Interpreting receiver waveform plots
Display
The vertical axis represents the amplitude of the received energy, shown as range bins.
The horizontal axis can represent time or other parameters according to which of the alternative plots is viewed. The initial offset period and the time span are editable.
The white graphline shows the received signal data.
The major ticks on the horizontal green lines have an intervals of 5Mhz, and the minor ticks an intervals of 1Mhz.
Example 1
The following figure shows an example of a receiver waveform plot. In this figure, the horizontal axis represents time. The data is acquired from a single transmitted pulse, and plotted both as raw IF samples and as the LOG of the detected power using the FIR filter for the current pulse width.
The IF samples are plotted on a linear scale as signed quantities, with 0 appearing at the center line of the scope. Any DC offset present in the A/D converter is not removed, and is seen as a shift in the baseline at higher zoom levels. For example, the converter's worst-case DC offset of 10 mv would appear as a several-hundred-count offset in the 16-bit A/D range. At the x32 or higher zoom scales, this offset would peg the sample plot off scale. Typically, the DC offset is much less than this worst case value, but RVP preserves the DC term in the Pr sample plot so that its presence is not forgotten.
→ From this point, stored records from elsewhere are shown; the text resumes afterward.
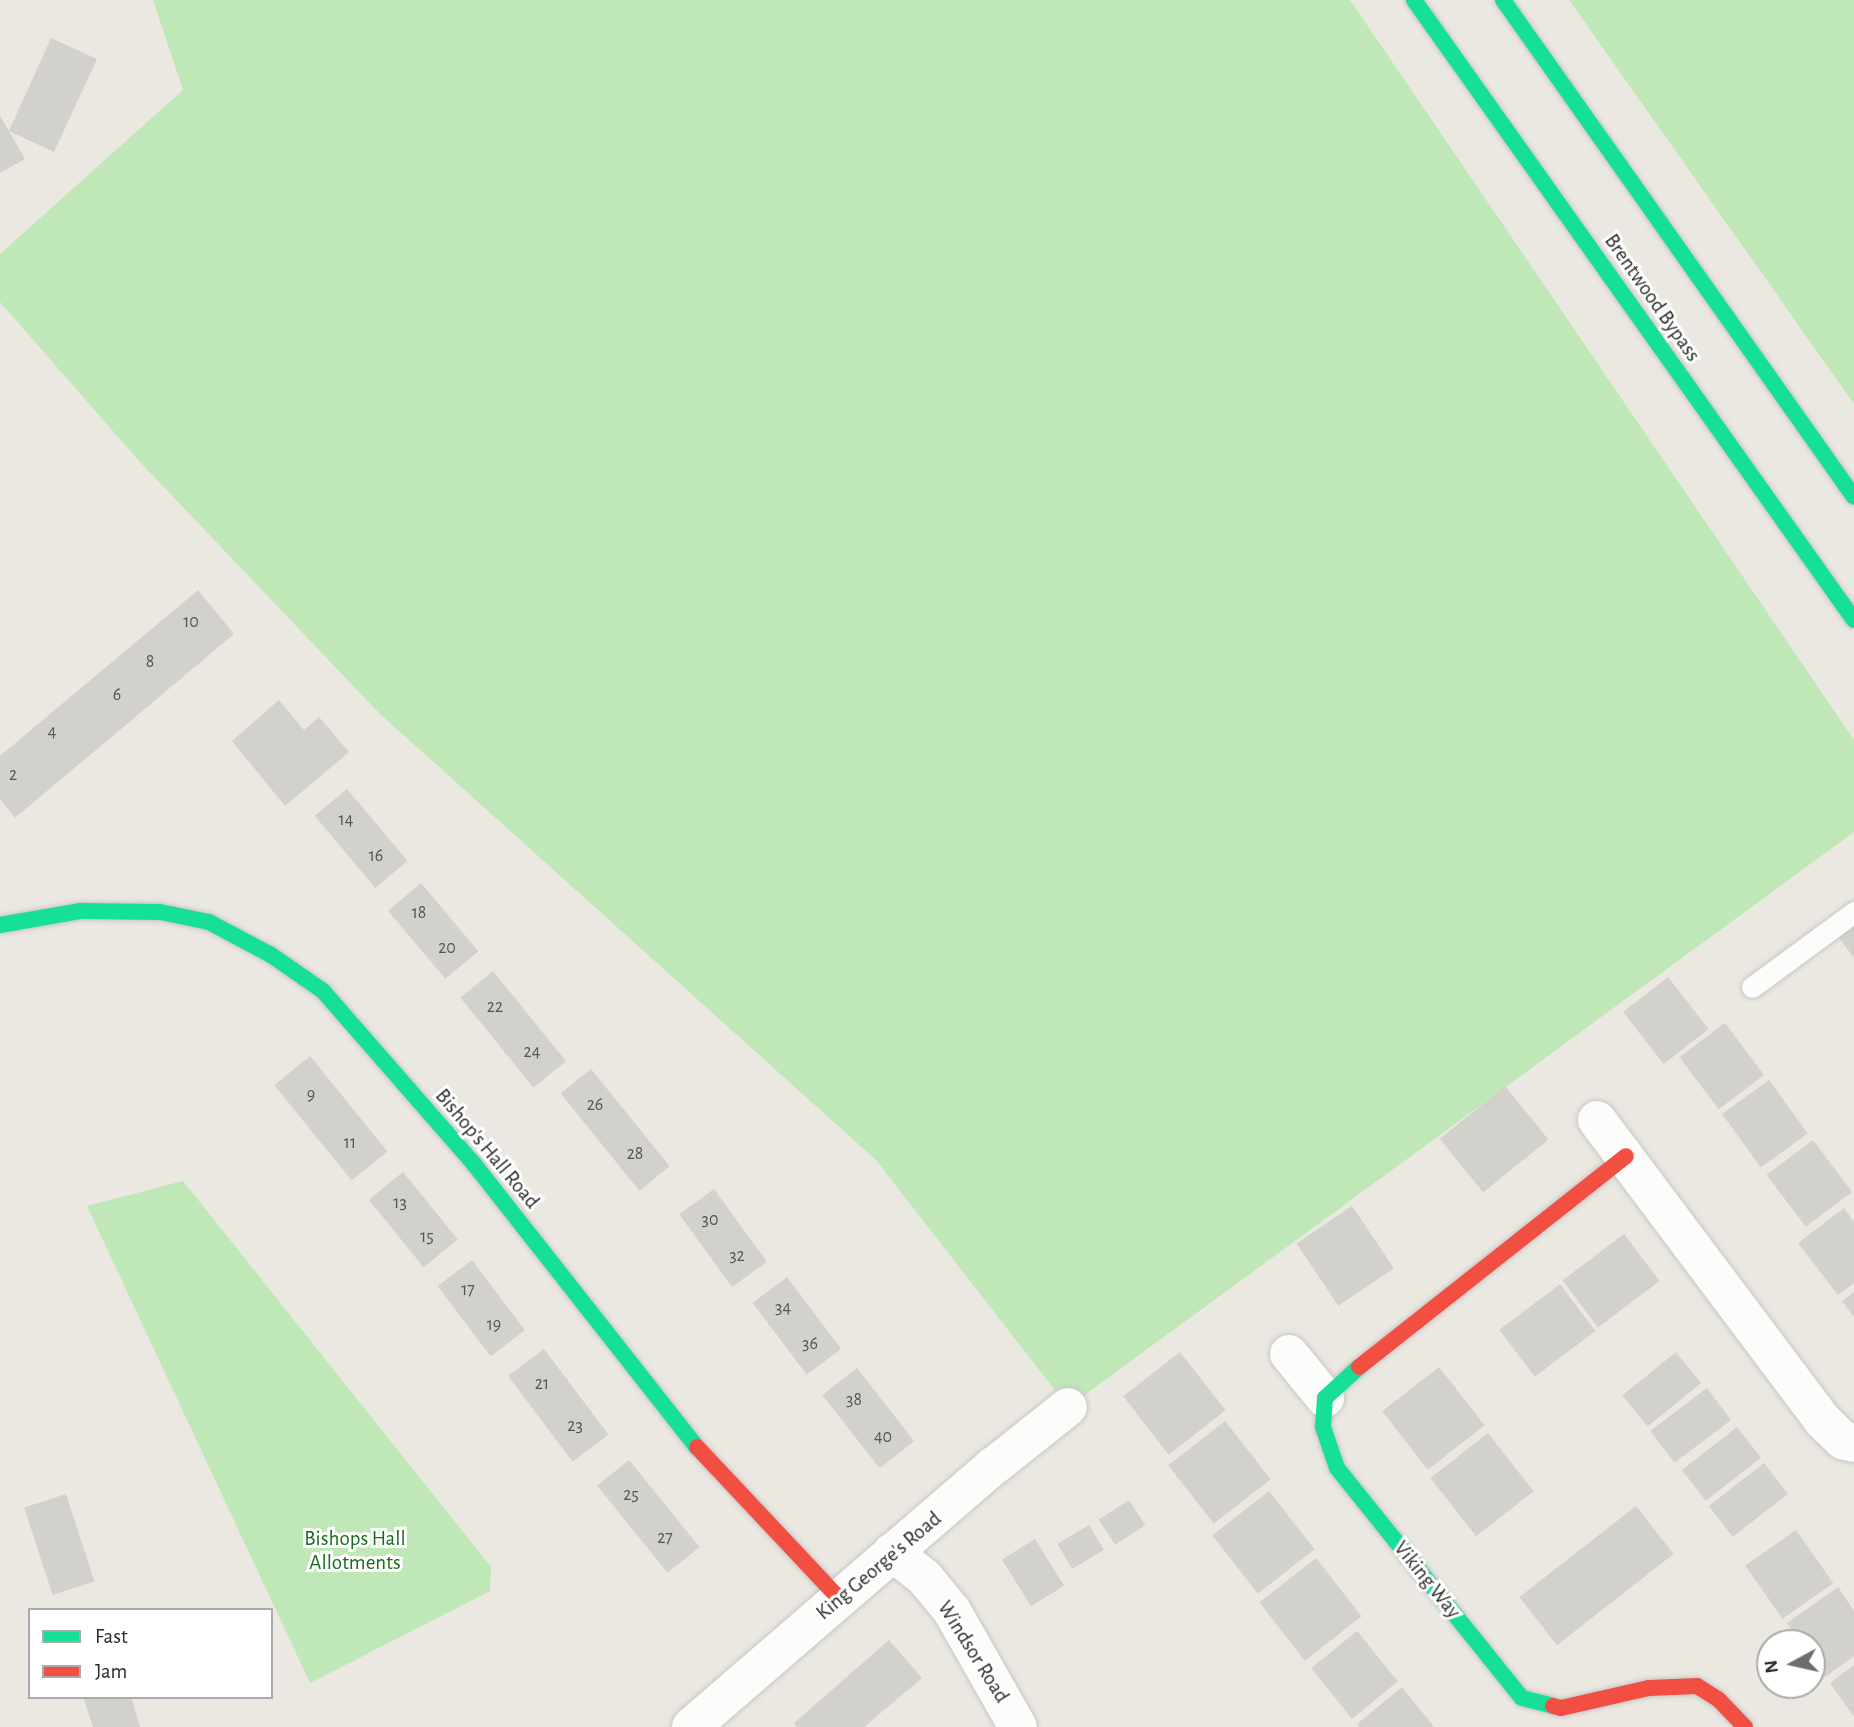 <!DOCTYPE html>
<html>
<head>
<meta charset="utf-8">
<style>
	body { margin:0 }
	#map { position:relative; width:1854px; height:1727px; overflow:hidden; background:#eae8e0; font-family:"Alegreya Sans",sans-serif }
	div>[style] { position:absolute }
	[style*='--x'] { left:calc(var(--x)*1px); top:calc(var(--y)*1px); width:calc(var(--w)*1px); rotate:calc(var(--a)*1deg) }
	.green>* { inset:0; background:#bfe7b7 }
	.building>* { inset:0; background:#d3d1cb; transform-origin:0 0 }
	.roads { filter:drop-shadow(0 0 2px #c7c6c6) drop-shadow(0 0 2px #c7c6c6) }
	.lane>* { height:21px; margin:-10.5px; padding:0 10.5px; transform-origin:10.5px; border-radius:10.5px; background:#fcfcfa }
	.street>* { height:38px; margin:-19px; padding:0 19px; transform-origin:19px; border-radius:19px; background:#fcfcfa }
	.fast>* { height:16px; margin:-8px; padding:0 8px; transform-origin:8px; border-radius:8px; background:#16e098 }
	.jam>* { height:16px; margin:-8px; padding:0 8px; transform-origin:8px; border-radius:8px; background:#f24e42 }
	span { translate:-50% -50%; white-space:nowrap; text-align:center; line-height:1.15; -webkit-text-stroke:6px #fff; paint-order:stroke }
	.number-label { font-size:18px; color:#565554 }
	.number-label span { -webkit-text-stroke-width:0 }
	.street-label { font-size:21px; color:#2b2b2b }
	.park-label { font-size:21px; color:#166d1c }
	.legend { position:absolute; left:28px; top:1608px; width:245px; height:91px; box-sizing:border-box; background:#fff; border:2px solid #aaa; margin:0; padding:9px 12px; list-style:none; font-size:21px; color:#2b2b2b }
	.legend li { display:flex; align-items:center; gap:14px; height:35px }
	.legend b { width:35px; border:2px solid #aaa }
	.north { position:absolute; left:1756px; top:1629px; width:70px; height:70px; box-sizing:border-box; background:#fff; border:2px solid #aaa; border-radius:50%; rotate:262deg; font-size:19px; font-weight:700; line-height:28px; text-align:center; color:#2b2b2b }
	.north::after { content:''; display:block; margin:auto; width:24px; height:32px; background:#6e6d6a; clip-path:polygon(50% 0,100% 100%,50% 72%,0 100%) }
</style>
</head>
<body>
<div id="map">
	<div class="green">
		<div style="clip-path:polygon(153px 0,1350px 0,1854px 740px,1854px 832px,1068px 1407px,876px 1160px,379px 713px,140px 462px,0 302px,0 254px,183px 90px)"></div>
		<div style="clip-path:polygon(1569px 0,1854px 0,1854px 404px)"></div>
		<div style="clip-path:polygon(183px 1181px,491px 1567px,490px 1591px,310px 1683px,87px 1206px)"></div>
	</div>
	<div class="building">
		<div style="clip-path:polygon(51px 38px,97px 59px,54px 152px,9px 131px,25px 159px,0 173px,0 116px,9px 131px)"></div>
		<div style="clip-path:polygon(198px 590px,234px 634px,15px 818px,0 799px,0 756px)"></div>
		<div style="clip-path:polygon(279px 700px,304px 730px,319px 717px,349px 752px,285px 806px,232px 741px)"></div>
		<div style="left:347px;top:789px;width:94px;height:42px;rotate:50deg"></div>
		<div style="left:421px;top:883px;width:89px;height:43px;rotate:50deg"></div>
		<div style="clip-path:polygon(1854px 922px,1854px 958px,1837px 935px)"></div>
		<div style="left:493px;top:971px;width:116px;height:42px;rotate:51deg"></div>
		<div style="left:1668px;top:977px;width:66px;height:57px;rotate:52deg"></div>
		<div style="left:1725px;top:1023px;width:65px;height:57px;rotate:53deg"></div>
		<div style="left:310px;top:1056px;width:123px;height:46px;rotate:51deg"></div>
		<div style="left:591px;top:1069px;width:125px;height:39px;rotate:51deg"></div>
		<div style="left:1769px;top:1080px;width:66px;height:58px;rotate:54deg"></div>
		<div style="left:1505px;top:1086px;width:69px;height:84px;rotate:51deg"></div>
		<div style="left:1813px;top:1140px;width:65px;height:58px;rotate:53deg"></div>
		<div style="left:403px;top:1172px;width:87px;height:44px;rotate:51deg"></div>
		<div style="left:714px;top:1189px;width:90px;height:43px;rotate:54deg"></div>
		<div style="left:1352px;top:1206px;width:75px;height:67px;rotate:56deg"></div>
		<div style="clip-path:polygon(1844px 1208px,1854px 1222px,1854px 1283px,1838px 1295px,1798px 1243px)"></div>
		<div style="left:1624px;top:1234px;width:59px;height:77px;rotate:53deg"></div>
		<div style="left:472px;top:1260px;width:88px;height:43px;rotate:53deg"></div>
		<div style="left:787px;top:1277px;width:90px;height:43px;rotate:53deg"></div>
		<div style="left:1560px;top:1284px;width:59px;height:76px;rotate:53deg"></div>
		<div style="clip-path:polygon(1854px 1292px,1854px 1317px,1842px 1301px)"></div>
		<div style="left:544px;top:1349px;width:107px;height:45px;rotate:53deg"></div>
		<div style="left:1180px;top:1352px;width:74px;height:72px;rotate:52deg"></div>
		<div style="left:1676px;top:1352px;width:40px;height:69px;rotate:51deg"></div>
		<div style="left:1439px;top:1367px;width:74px;height:72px;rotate:52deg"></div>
		<div style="left:857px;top:1368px;width:93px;height:44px;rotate:52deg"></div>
		<div style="left:1707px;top:1388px;width:40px;height:71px;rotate:53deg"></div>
		<div style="left:1225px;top:1421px;width:74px;height:72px;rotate:52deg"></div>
		<div style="left:1737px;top:1427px;width:39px;height:70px;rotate:52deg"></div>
		<div style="left:1488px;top:1433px;width:74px;height:73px;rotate:52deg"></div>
		<div style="left:629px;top:1460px;width:112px;height:41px;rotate:51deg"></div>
		<div style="left:1764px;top:1463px;width:39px;height:70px;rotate:52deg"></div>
		<div style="left:1269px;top:1491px;width:74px;height:72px;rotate:52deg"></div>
		<div style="left:66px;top:1494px;width:92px;height:44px;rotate:72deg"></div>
		<div style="left:1129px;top:1500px;width:30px;height:36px;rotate:57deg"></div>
		<div style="left:1636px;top:1506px;width:61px;height:148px;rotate:52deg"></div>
		<div style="left:1089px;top:1525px;width:29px;height:37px;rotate:59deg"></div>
		<div style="left:1796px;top:1530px;width:65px;height:62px;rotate:55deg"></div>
		<div style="left:1035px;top:1539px;width:55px;height:39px;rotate:58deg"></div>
		<div style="left:1316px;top:1558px;width:74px;height:72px;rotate:52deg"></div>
		<div style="clip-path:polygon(1838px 1587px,1854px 1611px,1854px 1656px,1825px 1677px,1812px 1659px,1812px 1643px,1801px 1643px,1787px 1623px)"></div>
		<div style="left:1357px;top:1631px;width:65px;height:59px;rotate:51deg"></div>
		<div style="clip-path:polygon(889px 1640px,922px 1678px,864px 1727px,797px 1727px,794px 1723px)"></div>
		<div style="clip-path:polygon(1854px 1665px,1854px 1717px,1830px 1683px)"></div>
		<div style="clip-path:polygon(1402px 1687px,1434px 1727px,1359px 1727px,1357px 1724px)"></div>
		<div style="clip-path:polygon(83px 1697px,131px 1697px,140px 1727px,93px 1727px)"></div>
	</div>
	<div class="roads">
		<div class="lane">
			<div style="--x:1752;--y:987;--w:127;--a:-36.3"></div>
		</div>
		<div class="street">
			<div style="--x:1597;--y:1120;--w:376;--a:53.1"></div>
			<div style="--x:1823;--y:1421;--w:28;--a:44"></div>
			<div style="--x:1843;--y:1440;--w:11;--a:15"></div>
			<div style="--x:1289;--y:1354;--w:57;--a:50.7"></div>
			<div style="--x:892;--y:1552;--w:41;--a:38"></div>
			<div style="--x:924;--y:1577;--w:44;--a:50.5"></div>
			<div style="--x:952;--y:1611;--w:133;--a:60.4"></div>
			<div style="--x:691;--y:1727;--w:401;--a:-40.8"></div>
			<div style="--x:995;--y:1465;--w:93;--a:-38.5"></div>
		</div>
		<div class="fast">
			<div style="--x:1414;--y:0;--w:760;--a:54.64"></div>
			<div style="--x:1503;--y:0;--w:608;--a:54.77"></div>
			<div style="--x:0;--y:925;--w:81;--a:-9.9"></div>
			<div style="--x:80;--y:911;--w:80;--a:0.7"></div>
			<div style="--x:160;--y:912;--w:50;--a:11.5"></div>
			<div style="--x:209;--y:922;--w:70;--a:28"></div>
			<div style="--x:271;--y:955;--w:63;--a:34.7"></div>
			<div style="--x:323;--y:991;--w:230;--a:48.9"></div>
			<div style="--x:474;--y:1164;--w:360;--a:51.8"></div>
			<div style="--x:1359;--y:1367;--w:46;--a:137.6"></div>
			<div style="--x:1325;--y:1398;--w:29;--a:94"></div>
			<div style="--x:1323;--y:1427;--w:43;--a:71.1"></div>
			<div style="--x:1337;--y:1468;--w:295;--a:51.2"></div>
			<div style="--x:1522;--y:1698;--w:32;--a:14"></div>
		</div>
		<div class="jam">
			<div style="--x:1359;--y:1367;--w:340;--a:-38.3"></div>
			<div style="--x:697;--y:1447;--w:207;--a:46.8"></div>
			<div style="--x:1553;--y:1706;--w:8;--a:14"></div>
			<div style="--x:1561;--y:1708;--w:90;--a:-12.8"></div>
			<div style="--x:1649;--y:1688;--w:48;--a:-2.4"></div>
			<div style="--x:1697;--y:1686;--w:25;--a:32"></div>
			<div style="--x:1718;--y:1699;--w:39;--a:46"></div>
		</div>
	</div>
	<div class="number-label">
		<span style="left:191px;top:622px">10</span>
		<span style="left:150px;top:662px">8</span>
		<span style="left:117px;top:695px">6</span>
		<span style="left:52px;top:732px">4</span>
		<span style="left:13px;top:775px">2</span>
		<span style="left:346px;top:820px">14</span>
		<span style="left:376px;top:856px">16</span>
		<span style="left:419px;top:913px">18</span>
		<span style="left:447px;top:948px">20</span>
		<span style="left:495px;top:1007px">22</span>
		<span style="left:532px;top:1052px">24</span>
		<span style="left:311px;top:1095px">9</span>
		<span style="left:595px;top:1105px">26</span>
		<span style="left:350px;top:1143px">11</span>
		<span style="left:635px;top:1154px">28</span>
		<span style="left:400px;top:1203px">13</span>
		<span style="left:710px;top:1220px">30</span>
		<span style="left:427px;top:1237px">15</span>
		<span style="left:737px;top:1256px">32</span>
		<span style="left:468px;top:1290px">17</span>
		<span style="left:783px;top:1308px">34</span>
		<span style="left:494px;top:1325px">19</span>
		<span style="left:810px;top:1344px">36</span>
		<span style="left:542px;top:1384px">21</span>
		<span style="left:854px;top:1400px">38</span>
		<span style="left:575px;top:1426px">23</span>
		<span style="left:883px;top:1437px">40</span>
		<span style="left:631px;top:1495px">25</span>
		<span style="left:665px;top:1538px">27</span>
	</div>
	<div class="street-label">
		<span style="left:1652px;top:298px;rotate:55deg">Brentwood Bypass</span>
		<span style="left:487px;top:1149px;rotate:50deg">Bishop's Hall Road</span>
		<span style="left:879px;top:1566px;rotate:-40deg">King George's Road</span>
		<span style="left:1427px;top:1580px;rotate:51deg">Viking Way</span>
		<span style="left:973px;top:1652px;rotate:58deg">Windsor Road</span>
	</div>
	<div class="park-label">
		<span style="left:355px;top:1551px">Bishops Hall<br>Allotments</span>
	</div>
	<ul class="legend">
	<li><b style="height:9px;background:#16e098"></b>Fast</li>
	<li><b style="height:9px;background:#f24e42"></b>Jam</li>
	</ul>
	<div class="north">N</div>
</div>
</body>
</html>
The AC amplitude of the IF samples increases
when targets are present. On top of these samples, the detected power is drawn on a
logarithmic scale. Each horizontal line represents a 10 dB change in power. The graph is
scaled so that the LOG power reaches the top display line when the samples occupy the full
amplitude span. Using the previous figure as an example, the two equal-power targets just to
the left of center are approximately 18 dB down from the top. The amplitude of the samples
is 10(-18/20) = 0.13, that is, 13% of full scale. This
correspondence between the LOG scale and the amplitude scale applies regardless of the
plot's zoom level. As the IF samples are zoomed up and down by factors of two, the LOG plot
shifts up and down in 6 dB steps.
The LOG plot is obtained by convoluting the
FIR filter coefficients with the raw IF data samples, and then plotting log (I2
+ Q2) at each possible offset along the sampling interval. This
convolution produces only (1 + N- I) output points, where
N is the number of sample points and I is the length of
the FIR filter. For this reason the LOG plot begins approximately I/2 samples from left side
and ends approximately I/2 samples from the right.
The LOG points are computed at each possible offset within the raw IF samples. At the nominal 72 MHz sampling rate the spacing between LOG samples are a mere 4.17 m. The LOG plot gives a very detailed view of received power versus range. Of course, successive LOG points are highly correlated because successive input data intervals differ by only one sample point. This is why the LOG plots appear smooth compared to the instantaneous variation of the raw IF samples.
As the starting offset of the Pr plot is decreased to range 0, you begin to see part of the burst pulse (the second half of it) appear at the left edge of the plot. This is because the burst data samples are multiplexed onto the same fiber cable that carries the IF data samples. Zero range is defined to occur at the center of the burst window; the latter half of the burst pulse is visible when the plot begins at range 0.
Example 2
The following figure shows a Pr display with a frequency spectrum of the received data samples in a format that is nearly identical to the Ps display.
- The horizontal axis represents the same band of frequencies (half the sampling rate).
- The vertical axis represents power in 10 dB steps. The entire vertical axis is used so that an overall span of 80 dB is visible.
In this example, the time span is set to 50 μsec, with a 1 m antenna attached to the IF input so that a broad range of signals (radio stations, electrical noise, and so on) would be detected.
The purpose of the Pr power spectrum is to check for spurious interference in the IF signal from the radar receiver. View the spectrum with the transmitter turned off, and with the starting range moved out so that the burst samples are not mixed with the receiver data.
The power spectrum is computed using the complete interval of raw IF samples which, depending on the chosen time span, may contain many hundreds of points. The frequency resolution of the Pr spectrum can be quite fine to make it possible to discern any interfering frequencies with some detail.
The Pr spectrum plot shows a 0 Hz peak from any DC offset in the A/D converter, and is consistent with how the DC offset is presented in the Pr sample plot.
Both plots preserve the DC component of the IF samples so that it can be monitored as part of the routine maintenance of the receiver system. This is one of the few places in the RVP10 menus and processing algorithms where the DC term deliberately remains intact.